A tightening member 32 is provided in the inner region S of the holding tube 3, and a support surface 30s for supporting the tightening member 32 is integrally formed with the holding tube main body 30. The tightening member 32 is not separately from the holding tube main body 30. Therefore, when the engagement portion 24 is pulled to the base end side of the tightening member 32, the holding tube main body 30 is less likely to be broken. Further, the tightening member 32 hardly separates from the holding tube main body 30.

Since the tightening member 32 is formed in a ring shape, the tightening member 32 is reliably engaged with the engagement portion 24 and the pair of arms 21 is reliably locked in the closed state, even though a shape of the closed pair of arms 21 due to the shape of the tissue to be grasped is any shape.

Since the first support surface 301 is a surface substantially perpendicular to the central axis O1, when the engagement portion 24 is pulled to the base end side of the tightening member 32, the first support surface 301 is capable of reliably supporting the tightening member 32 so that the tightening member 32 not to move toward the base end side.

FIG. 12 is a figure showing the clip unit 1 that the clip 2 is separated.

The user further pulls the clip 2. When a tensile breaking force amount of, for example, 20N (Newton) to 90N is applied to the hook 41f, and the hook 41f breaks. The user retracts the sheath 220 and indwells the clip 2 that is in a state of ligating the tissue, in the body.

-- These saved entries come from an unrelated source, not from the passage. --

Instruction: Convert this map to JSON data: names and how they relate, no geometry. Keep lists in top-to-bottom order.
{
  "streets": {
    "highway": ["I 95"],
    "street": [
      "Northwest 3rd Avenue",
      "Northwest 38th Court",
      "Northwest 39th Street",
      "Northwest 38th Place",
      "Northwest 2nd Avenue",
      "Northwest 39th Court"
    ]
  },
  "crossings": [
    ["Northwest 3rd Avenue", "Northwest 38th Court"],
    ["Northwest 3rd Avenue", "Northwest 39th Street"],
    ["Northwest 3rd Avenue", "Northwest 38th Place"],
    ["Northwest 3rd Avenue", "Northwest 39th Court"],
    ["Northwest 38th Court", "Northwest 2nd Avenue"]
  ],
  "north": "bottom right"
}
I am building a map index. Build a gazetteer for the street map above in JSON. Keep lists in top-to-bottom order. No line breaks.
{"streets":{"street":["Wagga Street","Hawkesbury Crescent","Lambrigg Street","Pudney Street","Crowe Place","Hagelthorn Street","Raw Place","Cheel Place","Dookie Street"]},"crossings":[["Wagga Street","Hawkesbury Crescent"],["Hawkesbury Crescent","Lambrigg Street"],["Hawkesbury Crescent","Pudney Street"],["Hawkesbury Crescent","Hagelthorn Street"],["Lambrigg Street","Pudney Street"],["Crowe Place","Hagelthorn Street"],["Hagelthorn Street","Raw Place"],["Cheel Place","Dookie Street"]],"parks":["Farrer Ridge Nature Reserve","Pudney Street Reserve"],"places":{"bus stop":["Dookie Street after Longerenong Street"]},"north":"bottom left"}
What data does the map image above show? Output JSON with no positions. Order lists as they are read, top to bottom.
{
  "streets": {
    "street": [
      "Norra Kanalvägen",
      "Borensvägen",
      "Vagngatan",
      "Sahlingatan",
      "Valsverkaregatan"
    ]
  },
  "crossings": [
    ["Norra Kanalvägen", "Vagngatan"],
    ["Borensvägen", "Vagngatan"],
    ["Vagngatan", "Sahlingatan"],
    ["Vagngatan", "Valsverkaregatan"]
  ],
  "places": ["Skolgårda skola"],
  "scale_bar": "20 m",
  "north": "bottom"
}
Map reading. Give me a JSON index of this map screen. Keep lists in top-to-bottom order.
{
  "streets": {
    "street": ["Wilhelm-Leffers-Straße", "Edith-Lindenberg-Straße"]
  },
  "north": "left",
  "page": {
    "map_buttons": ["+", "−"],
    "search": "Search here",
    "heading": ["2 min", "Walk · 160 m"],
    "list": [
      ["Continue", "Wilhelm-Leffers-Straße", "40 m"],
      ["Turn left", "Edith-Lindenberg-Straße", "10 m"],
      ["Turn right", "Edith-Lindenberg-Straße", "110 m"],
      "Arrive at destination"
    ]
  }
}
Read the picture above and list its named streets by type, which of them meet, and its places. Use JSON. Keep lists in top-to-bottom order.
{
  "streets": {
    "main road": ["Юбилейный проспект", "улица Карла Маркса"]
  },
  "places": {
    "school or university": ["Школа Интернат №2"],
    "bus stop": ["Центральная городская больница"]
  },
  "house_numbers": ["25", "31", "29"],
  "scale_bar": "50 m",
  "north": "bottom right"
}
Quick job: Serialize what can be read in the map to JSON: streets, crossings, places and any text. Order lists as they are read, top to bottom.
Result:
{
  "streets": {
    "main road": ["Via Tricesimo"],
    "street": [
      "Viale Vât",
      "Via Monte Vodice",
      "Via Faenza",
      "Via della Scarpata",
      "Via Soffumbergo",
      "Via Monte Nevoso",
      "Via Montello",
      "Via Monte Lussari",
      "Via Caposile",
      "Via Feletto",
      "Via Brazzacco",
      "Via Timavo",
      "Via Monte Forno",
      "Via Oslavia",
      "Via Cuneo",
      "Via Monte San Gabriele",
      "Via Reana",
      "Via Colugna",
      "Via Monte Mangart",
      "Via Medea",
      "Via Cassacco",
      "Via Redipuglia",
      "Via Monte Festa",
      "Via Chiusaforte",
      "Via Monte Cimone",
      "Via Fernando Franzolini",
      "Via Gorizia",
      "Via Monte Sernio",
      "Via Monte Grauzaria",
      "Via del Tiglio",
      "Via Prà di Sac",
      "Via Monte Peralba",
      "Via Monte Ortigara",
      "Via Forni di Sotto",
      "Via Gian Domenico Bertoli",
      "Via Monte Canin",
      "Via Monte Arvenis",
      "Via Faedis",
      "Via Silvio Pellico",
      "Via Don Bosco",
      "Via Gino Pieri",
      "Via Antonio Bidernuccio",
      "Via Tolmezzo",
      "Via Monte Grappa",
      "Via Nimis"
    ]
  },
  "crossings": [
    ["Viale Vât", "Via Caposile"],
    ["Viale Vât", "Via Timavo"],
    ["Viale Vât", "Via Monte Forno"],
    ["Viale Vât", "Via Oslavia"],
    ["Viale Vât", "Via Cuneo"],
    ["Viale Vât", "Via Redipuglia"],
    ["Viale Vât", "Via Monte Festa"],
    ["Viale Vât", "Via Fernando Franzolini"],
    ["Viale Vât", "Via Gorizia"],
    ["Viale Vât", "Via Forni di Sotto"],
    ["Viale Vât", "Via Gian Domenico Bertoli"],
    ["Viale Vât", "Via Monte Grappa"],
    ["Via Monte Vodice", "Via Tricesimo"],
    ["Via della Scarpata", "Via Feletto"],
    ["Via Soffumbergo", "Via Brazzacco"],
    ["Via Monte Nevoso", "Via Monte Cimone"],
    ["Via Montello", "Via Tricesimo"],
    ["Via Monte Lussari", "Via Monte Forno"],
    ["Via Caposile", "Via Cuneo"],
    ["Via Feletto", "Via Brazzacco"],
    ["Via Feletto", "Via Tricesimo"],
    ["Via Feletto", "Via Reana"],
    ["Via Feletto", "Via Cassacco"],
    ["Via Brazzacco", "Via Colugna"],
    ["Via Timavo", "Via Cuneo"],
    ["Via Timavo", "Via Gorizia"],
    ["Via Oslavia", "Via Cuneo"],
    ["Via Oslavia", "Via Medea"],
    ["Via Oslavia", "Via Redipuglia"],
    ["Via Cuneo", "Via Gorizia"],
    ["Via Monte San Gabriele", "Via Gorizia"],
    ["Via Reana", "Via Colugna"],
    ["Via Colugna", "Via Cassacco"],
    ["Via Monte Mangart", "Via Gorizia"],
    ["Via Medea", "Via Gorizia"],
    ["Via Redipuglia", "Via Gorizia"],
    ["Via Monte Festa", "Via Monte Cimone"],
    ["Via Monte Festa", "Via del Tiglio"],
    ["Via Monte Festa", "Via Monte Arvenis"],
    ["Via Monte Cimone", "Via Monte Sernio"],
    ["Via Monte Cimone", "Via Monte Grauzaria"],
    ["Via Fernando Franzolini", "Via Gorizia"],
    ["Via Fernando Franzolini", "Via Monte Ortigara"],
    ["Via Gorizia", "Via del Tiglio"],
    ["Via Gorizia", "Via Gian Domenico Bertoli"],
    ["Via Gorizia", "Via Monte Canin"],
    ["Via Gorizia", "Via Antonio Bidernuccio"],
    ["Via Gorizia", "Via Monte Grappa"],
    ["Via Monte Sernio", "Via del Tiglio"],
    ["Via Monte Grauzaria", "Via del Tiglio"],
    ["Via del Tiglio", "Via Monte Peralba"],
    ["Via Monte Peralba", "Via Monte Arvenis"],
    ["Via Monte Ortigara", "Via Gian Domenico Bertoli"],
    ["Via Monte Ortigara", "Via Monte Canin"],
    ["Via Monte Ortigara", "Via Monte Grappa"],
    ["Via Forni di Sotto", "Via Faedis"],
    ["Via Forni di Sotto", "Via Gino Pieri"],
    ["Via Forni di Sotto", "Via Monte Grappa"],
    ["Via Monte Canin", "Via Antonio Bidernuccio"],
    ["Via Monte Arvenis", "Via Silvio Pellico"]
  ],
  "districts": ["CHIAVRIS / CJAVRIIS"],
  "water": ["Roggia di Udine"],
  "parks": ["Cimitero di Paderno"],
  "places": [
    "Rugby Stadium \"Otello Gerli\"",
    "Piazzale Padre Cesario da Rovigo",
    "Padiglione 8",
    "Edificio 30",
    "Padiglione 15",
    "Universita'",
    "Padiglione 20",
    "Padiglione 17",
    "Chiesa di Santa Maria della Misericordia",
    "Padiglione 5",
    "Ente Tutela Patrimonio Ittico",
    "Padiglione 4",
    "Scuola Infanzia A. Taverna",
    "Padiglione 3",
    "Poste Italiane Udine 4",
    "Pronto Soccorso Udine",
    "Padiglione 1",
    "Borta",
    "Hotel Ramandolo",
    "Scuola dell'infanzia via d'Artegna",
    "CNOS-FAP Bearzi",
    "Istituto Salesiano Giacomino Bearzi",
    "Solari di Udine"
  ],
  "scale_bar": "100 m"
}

FIG. 13 is a figure showing the clip unit 1 after breaking.

When the hook 41f is broken, the energy of pulling the clip 2 toward the base end side by the connecting member 4 no longer acts on the clip 2, and a force (impact load) acts to move the clip 2 toward the tip side. Since the third support surface 303 supports the tightening member 32 from the tip side when an impact load is applied, the pair of arms 21 is reliably maintained in the closed state.

According to the clip device 100 and the clip unit 1 according to the embodiment, the ring-shaped tightening member 32 is provided in the inner region S of the holding tube 3, and the distance from the tissue grasping portion 23 that grasps the target object to the engagement portion that engages with the tightening member 32 is long. Therefore, for example, in a case that the shape of the object grasped by the tissue grasping portion 23 is large, the effect of the opening and closing operation of the tissue grasping portion 23 on the engagement portion 24 is small. As a result, the clip 2 that has the self-expanding force and is capable of re-grasping is securely locked in the closed state by the holding tube 3.

According to the clip device 100 and the clip unit 1 according to the embodiment, the holding tube 3 is made of an elastically deformable material such as resin in order to form the protrusion-retraction wing 31. Even in this case, the clip 2 is reliably locked in the closed state by the metal tightening member 32 provided in the inner region S of the holding tube 3.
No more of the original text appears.